Cependant, nombre d'acteurs et actrices de l’industrie cinématographique n’ont pas attendu cette décision. Ils œuvrent depuis plusieurs années auprès des professionnels, du côté de la technique, de la production ou encore de la réalisation, pour les former à des comportements écoresponsables tout au long de la chaîne de production. C’est notamment le cas d’Ecoprod, un collectif formé en 2009, devenu depuis une association. Ecoprod réuni des membres d’Audiens, du groupe Canal +, de la CST (Commission Supérieur Technique), de Film Paris Région, du groupe France TV et de TF1. Leur travail commence autour des questions d’émission de CO2. Dès 2010, l’association développe un outil nommé le Carbon’clap : un calculateur d’empreinte carbone pour les productions audiovisuelle.
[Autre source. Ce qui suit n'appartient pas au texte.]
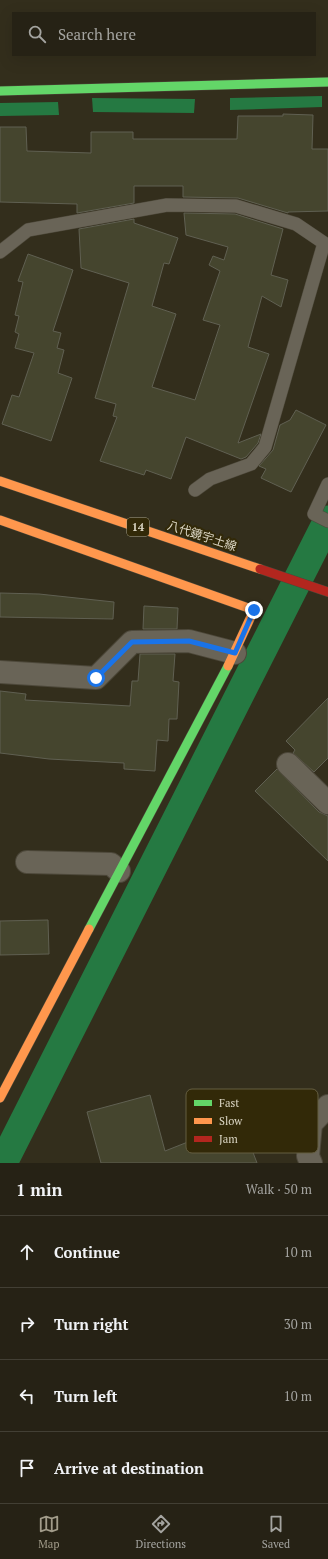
<!DOCTYPE html>
<meta charset="utf-8">
<style>
body{margin:0;font-family:"PT Serif","Noto Sans JP",serif;background:#322f22;color:#f1f3f6}
.stop{position:absolute;width:12px;height:12px;margin:-9px;border:3px solid #1a73e8;border-radius:50%;background:#fff}
.stop.end{background:#1a73e8;border-color:#fff;box-shadow:0 1px 4px #0008}
.list{margin:0;padding:0;list-style:none}
h2{display:flex;justify-content:space-between;align-items:center;height:52px;margin:0;padding:0 16px;font-size:17px}
h2 small{font-size:13px;font-weight:400;color:#a4a4a0}
.list li{display:grid;grid-template-columns:26px 1fr auto;gap:12px;align-items:center;box-sizing:border-box;height:72px;padding:0 16px;border-top:1px solid #423f34}
.list b{display:block;font-size:15px;white-space:nowrap}
.list em{font-size:13px;font-style:normal;color:#a4a4a0}
.icon{flex:none;width:22px;height:22px;fill:none;stroke:currentColor;stroke-width:2;stroke-linecap:round;stroke-linejoin:round}
.map{position:relative;flex:none;width:328px;height:1163px;overflow:hidden}
.search{position:absolute;background:#262215;box-shadow:0 4px 16px #0002;left:12px;right:12px;top:12px;height:44px;display:flex;align-items:center;gap:10px;box-sizing:border-box;padding:0 14px;border-radius:0px;color:#a4a4a0;font-size:15px}
.sheet{height:340px;background:#262215}
nav{display:flex;justify-content:space-around;align-items:center;box-sizing:border-box;height:56px;border-top:1px solid #423f34;background:#262215;font-size:11px;color:#a4a4a0}
nav a{display:grid;justify-items:center;gap:2px}
nav .on{color:#a29c8a}
.map>svg:first-child{display:block}
.water{fill:#257942}
.lines{fill:none;stroke-linecap:round;stroke-linejoin:round}
.canal{stroke:#257942;stroke-width:29}
.building{fill:#45452e;stroke:#606052}
.lane-casing{stroke:#4d483a;stroke-width:14}
.street-casing{stroke:#4d483a;stroke-width:24}
.fast-casing{stroke:#4d483a;stroke-width:10}
.slow-casing{stroke:#4d483a;stroke-width:10}
.jam-casing{stroke:#4d483a;stroke-width:10}
.lane{stroke:#696457;stroke-width:13}
.street{stroke:#696457;stroke-width:22}
.fast{stroke:#63d668;stroke-width:9}
.slow{stroke:#ff974d;stroke-width:9}
.jam{stroke:#b3261e;stroke-width:9}
.route{stroke:#1a73e8;stroke-width:5}
.labels{text-anchor:middle;stroke-width:4;stroke-linejoin:round;paint-order:stroke}
.shield{fill:#322908;stroke:#aaa48d;stroke-width:1}
.shield-label{font-size:11px;font-weight:bold;fill:#ddd8c6}
.street-label{font-size:12px;fill:#ddd8c6;stroke:#322908}
.key{fill:#322908;stroke:#655e41;stroke-width:1}
.key-label{font-size:11px;fill:#ddd8c6}
</style>
<div class="map">
<svg width="328" height="1163" viewBox="0 0 328 1163">
<rect width="100%" height="100%" fill="#332e1c"/>
<g class="water">
<polygon points="322,96 322,107 230,110 230,98"/>
<polygon points="92,98 195,99 194,113 93,112"/>
<polygon points="58,102 59,115 0,116 0,103"/>
</g>
<g class="lines">
<polyline class="canal" points="3,1163 328,520"/>
</g>
<g class="building">
<polygon points="283,114 313,115 312,149 328,149 328,211 288,212 288,213 238,198 183,197 183,186 134,186 134,203 77,213 77,204 0,202 0,127 26,127 27,151 91,153 91,132 133,132 133,139 237,139 238,116 283,116"/>
<polygon points="184,213 235,214 283,229 271,275 288,280 281,307 262,296 248,347 269,354 238,443 261,434 258,443 246,457 241,459 186,437 171,479 146,470 144,475 100,461 117,417 113,416 116,404 95,398 129,283 81,268 79,229 134,219 134,223 178,238 169,264 164,263 152,306 176,314 152,387 195,400 220,325 203,320 220,271 209,265 213,256 224,260 228,247 186,235"/>
<polygon points="28,254 73,270 53,331 61,333 57,348 64,350 58,373 72,378 51,441 2,424 12,395 19,397 34,353 15,348 19,334 15,332 19,316 15,315 23,282 18,281"/>
<polygon points="296,410 326,425 291,492 261,478 266,469 259,466 273,450 280,425 290,420"/>
<polygon points="0,593 39,594 114,602 113,619 0,617"/>
<polygon points="144,606 178,608 177,629 143,629"/>
<polygon points="140,654 175,654 173,681 179,682 177,719 169,719 168,741 157,740 155,771 124,769 124,763 49,759 0,753 0,691 26,694 25,700 130,706 132,681 138,681"/>
<polygon points="328,698 328,758 314,772 293,753 295,750 286,741"/>
<polygon points="277,769 319,812 328,816 328,861 255,791"/>
<polygon points="48,920 49,954 0,955 0,921"/>
<polygon points="150,1095 165,1151 241,1121 257,1163 101,1163 87,1112"/>
</g>
<g class="lines">
<g class="lane-casing">
<g id="lane">
<polyline points="0,252 28,230 167,205 236,206 296,224 324,243 265,447 251,464 210,479 195,490"/>
<polyline points="328,484 314,514 328,521"/>
</g>
</g>
<g class="street-casing">
<g id="street">
<polyline points="0,672 96,678 132,642 189,641 235,653"/>
<polyline points="288,764 328,803"/>
<polyline points="27,862 111,864 119,871"/>
<polyline points="311,1163 308,1156 311,1124 328,1106"/>
</g>
</g>
<g class="fast-casing">
<g id="fast">
<polyline points="0,91 328,82"/>
<polyline points="89,929 228,666"/>
</g>
</g>
<g class="slow-casing">
<g id="slow">
<polyline points="0,481 260,569"/>
<polyline points="0,520 254,610 228,666"/>
<polyline points="0,1098 89,929"/>
</g>
</g>
<g class="jam-casing">
<polyline id="jam" points="260,569 328,592"/>
</g>
<use href="#lane" class="lane"/>
<use href="#street" class="street"/>
<use href="#fast" class="fast"/>
<use href="#slow" class="slow"/>
<use href="#jam" class="jam"/>
</g>
<g class="lines">
<polyline class="route" points="96,678 132,642 189,641 235,653 254,610"/>
</g>
<g class="labels">
<rect class="shield" x="127" y="518" width="22" height="18" rx="3"/>
<g class="shield-label">
<text x="138" y="531">14</text>
</g>
<g class="street-label">
<text transform="translate(202 536) rotate(18)" y="4">八代鏡宇土線</text>
</g>
</g>
<rect x="186" y="1089" width="132" height="64" rx="6" class="key"/>
<rect x="194" y="1100" width="18" height="6" fill="#63d668"/>
<rect x="194" y="1118" width="18" height="6" fill="#ff974d"/>
<rect x="194" y="1136" width="18" height="6" fill="#b3261e"/>
<g class="key-label">
<text x="219" y="1107">Fast</text>
<text x="219" y="1125">Slow</text>
<text x="219" y="1143">Jam</text>
</g>
</svg>
<div class="stop" style="left:96px;top:678px"></div>
<div class="stop end" style="left:254px;top:610px"></div>
<div class="search"><svg class="icon" aria-label="search" viewBox="0 0 24 24"><circle cx="10" cy="10" r="6"/><path d="M15 15l6 6"/></svg>Search here</div>
</div>
<section class="sheet">
<h2>1 min<small>Walk · 50 m</small></h2>
<ul class="list">
<li><svg class="icon" aria-label="ahead" viewBox="0 0 24 24"><path d="M12 20V5M6 11l6-6 6 6"/></svg><div><b>Continue</b></div><em>10 m</em></li>
<li><svg class="icon" aria-label="right" viewBox="0 0 24 24"><path d="M7 20v-9h11M14 6l5 5-5 5"/></svg><div><b>Turn right</b></div><em>30 m</em></li>
<li><svg class="icon" aria-label="left" viewBox="0 0 24 24"><path d="M17 20v-9H6M10 6l-5 5 5 5"/></svg><div><b>Turn left</b></div><em>10 m</em></li>
<li><svg class="icon" aria-label="arrive" viewBox="0 0 24 24"><path d="M6 21V4h12l-3 4 3 4H6"/></svg><div><b>Arrive at destination</b></div></li>
</ul>
</section>
<nav>
<a class="on"><svg class="icon" aria-label="map" viewBox="0 0 24 24"><path d="M3 6l6-2 6 2 6-2v14l-6 2-6-2-6 2zM9 4v14M15 6v14"/></svg>Map</a>
<a><svg class="icon" aria-label="directions" viewBox="0 0 24 24"><path d="M12 3l9 9-9 9-9-9zM9 14v-3h6M13 9l2 2-2 2"/></svg>Directions</a>
<a><svg class="icon" aria-label="saved" viewBox="0 0 24 24"><path d="M7 4h10v16l-5-4-5 4z"/></svg>Saved</a>
</nav>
Il existe également un guide de l’écoproduction2, une charte Ecoprod3 ainsi que des fiches pratiques4 pour que chaque corps de métier puisse se renseigner directement sur la manière dont il peut agir dans le cadre de sa profession (bureau, décors studio, logistique, etc).
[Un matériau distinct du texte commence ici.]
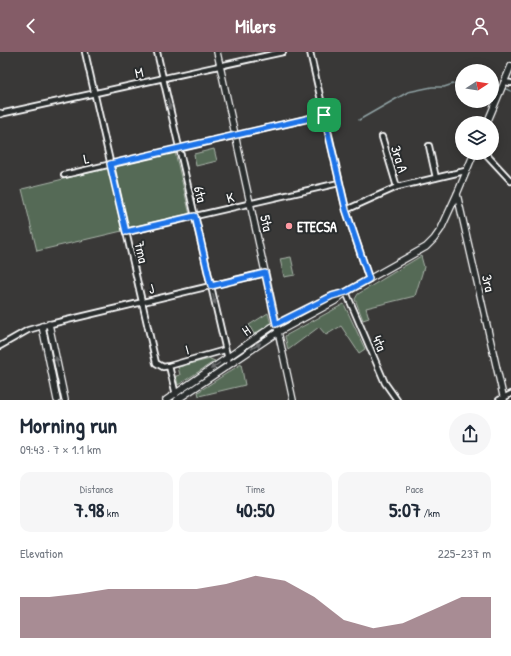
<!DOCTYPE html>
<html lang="en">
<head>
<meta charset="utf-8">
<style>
	body { margin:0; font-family:"Patrick Hand",sans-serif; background:#f6f6f7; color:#1f2937; height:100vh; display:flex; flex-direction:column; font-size:15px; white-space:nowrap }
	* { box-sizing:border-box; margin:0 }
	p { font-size:13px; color:#747a83 }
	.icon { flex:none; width:22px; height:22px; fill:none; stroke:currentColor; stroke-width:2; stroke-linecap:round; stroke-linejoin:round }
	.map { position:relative; height:348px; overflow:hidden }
	.details { display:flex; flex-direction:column; background:#fff; flex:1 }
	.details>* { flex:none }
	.needle { width:26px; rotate:78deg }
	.controls { position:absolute; left:455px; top:12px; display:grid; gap:8px }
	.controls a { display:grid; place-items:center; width:44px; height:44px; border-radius:50%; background:#fff; box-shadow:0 2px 10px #0003; font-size:20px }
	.pin { position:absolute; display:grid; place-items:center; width:34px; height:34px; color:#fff; margin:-17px; border-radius:8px; box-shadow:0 2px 6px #0006 }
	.round { display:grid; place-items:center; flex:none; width:42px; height:42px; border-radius:21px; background:#f6f6f7 }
	.head { display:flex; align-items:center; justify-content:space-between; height:68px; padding:0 20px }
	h1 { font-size:22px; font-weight:700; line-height:30px }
	.metrics { display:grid; grid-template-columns:repeat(3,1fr); gap:6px; height:68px; padding:4px 20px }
	.metrics div { display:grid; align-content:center; border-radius:10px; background:#f6f6f7; text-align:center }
	.metrics b { font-size:20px; font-weight:700 }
	.metrics small { font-size:11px; font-weight:400 }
	.metrics p { font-size:11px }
	.chart { height:112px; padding:8px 20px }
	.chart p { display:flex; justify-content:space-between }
	.chart svg { width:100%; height:72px; margin-top:4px; fill:#845c67; opacity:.7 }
	header { display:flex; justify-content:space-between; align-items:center; height:52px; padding:0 20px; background:#845c67; color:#fff; font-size:18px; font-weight:700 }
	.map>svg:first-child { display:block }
	.green { fill:#556a56; stroke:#aab4aa }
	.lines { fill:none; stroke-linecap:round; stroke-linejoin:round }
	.stream { stroke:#8fa1a3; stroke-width:1.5 }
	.minor-casing { stroke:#fff; stroke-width:8 }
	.tertiary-casing { stroke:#fff; stroke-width:8 }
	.minor { stroke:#2a2d2e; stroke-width:4.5 }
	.tertiary { stroke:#2a2d2e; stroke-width:5.5 }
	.oneway { fill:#6a6c6d }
	.route-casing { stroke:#fff; stroke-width:8 }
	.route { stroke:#1a73e8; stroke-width:5 }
	.poi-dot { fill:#ff9aa2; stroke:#2a2d2e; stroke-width:1.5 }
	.labels { text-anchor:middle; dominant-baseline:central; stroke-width:4; stroke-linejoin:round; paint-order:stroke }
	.street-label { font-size:14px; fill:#fff; stroke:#2a2d2e }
	.poi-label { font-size:14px; font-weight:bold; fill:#fff; stroke:#2a2d2e; text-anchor:start }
</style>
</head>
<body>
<header><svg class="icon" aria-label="back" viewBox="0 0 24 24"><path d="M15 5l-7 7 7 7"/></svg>Milers<svg class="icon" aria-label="person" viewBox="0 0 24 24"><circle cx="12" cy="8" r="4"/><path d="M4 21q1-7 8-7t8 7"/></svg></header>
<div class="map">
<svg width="511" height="348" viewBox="0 0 511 348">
	<rect width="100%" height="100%" fill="#393837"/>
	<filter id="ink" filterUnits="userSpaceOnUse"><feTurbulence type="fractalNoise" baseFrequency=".025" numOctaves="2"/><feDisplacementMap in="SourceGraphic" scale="8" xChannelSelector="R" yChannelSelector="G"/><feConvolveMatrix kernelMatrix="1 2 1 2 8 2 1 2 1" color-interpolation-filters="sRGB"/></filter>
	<g filter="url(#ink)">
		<path class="green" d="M214,97l3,12 -21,5 -2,-12z
			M175,100l15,63 -153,36 -15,-62z
			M421,204l3,11 -9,29 -49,12 3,10 -6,2 -8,-21 3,-5z
			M291,205l4,18 -11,2 -4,-18z
			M344,252l21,45 -6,4 -18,-27 -15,9 -7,-8 -31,23 -3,-14z
			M268,261l3,11 -17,10 -5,-9z
			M210,307l5,2 -37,24 -2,-9 4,-1 -2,-8z
			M241,312l4,21 -46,11 -1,-4z"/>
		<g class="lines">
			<path class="stream" d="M492,29l9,5
				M504,36l7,3
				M359,68l49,-28 24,-5h12l18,-6"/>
			<g class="minor-casing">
				<path id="minor" d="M85,0l71,311 7,4 6,-1 56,-16
					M157,0l72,312
					M310,0l36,158 23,69
					M504,30l7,1
					M0,62l283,-62
					M382,85l15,50
					M429,94l7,32
					M485,101l26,28
					M64,123l260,-60
					M346,158l51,-23 68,-16
					M126,180l213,-49
					M346,240l39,91 12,17
					M0,294l28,-16 14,-4 223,-53
					M169,314l7,29
					M499,348l12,-6"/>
			</g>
			<g class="tertiary-casing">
				<path id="tertiary" d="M217,0l76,348
					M0,61v1
					M487,71l24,-57
					M457,142l47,206
					M49,272l16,76
					M42,274l15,74
					M166,348l110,-76 56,-28 12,-3
					M177,348l101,-68 57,-31 11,-9 80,-45 8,-8 7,-10 16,-35 17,-41"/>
			</g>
			<use href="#minor" class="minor"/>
			<use href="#tertiary" class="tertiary"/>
		</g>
		<defs><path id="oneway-solid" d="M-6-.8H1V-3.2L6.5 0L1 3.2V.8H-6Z"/></defs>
		<g class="oneway">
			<use href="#oneway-solid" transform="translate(169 52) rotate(77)"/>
			<use href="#oneway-solid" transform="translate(214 247) rotate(77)"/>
			<use href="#oneway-solid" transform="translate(256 294) rotate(-33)"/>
			<use href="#oneway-solid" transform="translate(57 310) rotate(-102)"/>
			<use href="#oneway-solid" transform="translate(215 314) rotate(145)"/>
		</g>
	</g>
	<g class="lines" filter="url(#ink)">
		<g class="route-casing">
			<path id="route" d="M324,63l22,95 23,69 -23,13 -14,4 -56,28 -11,-51 -54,13 -16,-70 -69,16 -16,-68z"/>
		</g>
		<use href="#route" class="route"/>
	</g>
	<circle class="poi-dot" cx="289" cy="174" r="4"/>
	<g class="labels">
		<g class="street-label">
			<text transform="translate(139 20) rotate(-12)">M</text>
			<text transform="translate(86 106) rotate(-13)">L</text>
			<text transform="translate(400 107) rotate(73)">3ra A</text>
			<text transform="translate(201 142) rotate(77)">6ta</text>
			<text transform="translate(230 145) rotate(-13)">K</text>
			<text transform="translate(267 171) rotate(78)">5ta</text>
			<text transform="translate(142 200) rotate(77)">7ma</text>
			<text transform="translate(489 231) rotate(77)">3ra</text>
			<text transform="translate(151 236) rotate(-13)">J</text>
			<text transform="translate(246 278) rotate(-34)">H</text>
			<text transform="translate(380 291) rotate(67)">4ta</text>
			<text transform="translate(187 297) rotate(-15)">I</text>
		</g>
		<g class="poi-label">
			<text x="297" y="174">ETECSA</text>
		</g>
	</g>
</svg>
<div class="controls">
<a><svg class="needle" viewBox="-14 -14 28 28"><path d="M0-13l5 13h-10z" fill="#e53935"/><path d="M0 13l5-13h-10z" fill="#747a83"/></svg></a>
<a><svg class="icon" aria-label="layers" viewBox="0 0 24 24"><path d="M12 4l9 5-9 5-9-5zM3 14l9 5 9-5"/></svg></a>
</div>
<div class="pin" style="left:324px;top:63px;background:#1e9e55"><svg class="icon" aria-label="arrive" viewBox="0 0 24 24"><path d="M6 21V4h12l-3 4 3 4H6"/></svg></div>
</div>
<section class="details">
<div class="head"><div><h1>Morning run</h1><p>09:43 · 7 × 1.1 km</p></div><a class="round"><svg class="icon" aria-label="share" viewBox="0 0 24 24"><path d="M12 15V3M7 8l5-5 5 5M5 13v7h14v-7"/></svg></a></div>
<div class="metrics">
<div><p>Distance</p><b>7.98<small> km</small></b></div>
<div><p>Time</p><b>40:50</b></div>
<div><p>Pace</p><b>5:07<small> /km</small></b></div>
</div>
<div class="chart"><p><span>Elevation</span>225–237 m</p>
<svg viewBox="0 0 160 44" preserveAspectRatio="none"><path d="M0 44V19L10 19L20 17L30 14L40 14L50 14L60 14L70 11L80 6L90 9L100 19L110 33L120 38L130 35L140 27L150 19L160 19V44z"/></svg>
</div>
</section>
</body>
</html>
Le guide présente les conséquences néfastes que peut avoir un tournage sur la faune et la flore, sur des territoires préservés et de manière plus générale sur tous les lieux investis par une équipe de cinéma.
Des modules sont lancés spécifiquement autour de la biodiversité pour des professionnels ayant déjà suivi des formations sur l’empreinte carbone. Le guide, conçu pour tous types de productions et tous les intervenants, s'inscrit dans le prolongement de ces modules. Le projet s’est construit en partenariat avec l’IFFCAM. L'établissement situé dans le département des Deux-Sèvres s'avère être l'unique lieu en France pour se former à la filière du cinéma animalier. Sa contribution a permis d'apporter au groupe une expérience de terrain et les liens construits depuis longtemps avec les scientifiques et les naturalistes.
Donner l'exemple
Le guide présente les conséquences néfastes que peut avoir un tournage sur la faune et la flore, sur des territoires préservés mais aussi de manière plus générale, sur tous les lieux investis par une équipe de cinéma. Chaque professionnel peut ainsi se renseigner sur les comportements à adopter et ceux à bannir. Il s’agit par exemple de ne pas donner de mauvaises idées aux visiteurs et autres influenceurs malgré eux. La pollution sonore ou lumineuse, celle de l’air, les odeurs ou encore les piétinements sont également des domaines de préoccupation auxquels le guide propose des solutions. Marie Daniel, directrice de l’IFFCAM, précise que "Ce document est un work in progress. Nous y amenons fréquemment des corrections et des mises à jour afin que le guide reste actuel. La réflexion est donc toujours en cours et nous travaillons ensemble à la suite."
Le guide témoigne à différents égards d'un processus de changement significatif et profond dans la manière de fabriquer des films. Tout d’abord, la création d’un nouveau poste, celui d’écomanager, personne formée aux enjeux de l’écoproduction et qui a la charge de conduire l’équipe vers les bonnes pratiques écologiques. Pauline Gil, écomanager, formatrice et membre d’Ecoprod, a participé à l'élaboration du guide. Elle explique le rôle à la fois pédagogique et opérationnel de ce nouveau membre de l’équipe. Cela va du recyclage au choix des équipements électriques, et au centre, toujours, la considération du décor naturel choisi. Il est aussi suggéré de faire appel à des fixeurs locaux (sortes de guides officieux) qui connaissent bien le terrain.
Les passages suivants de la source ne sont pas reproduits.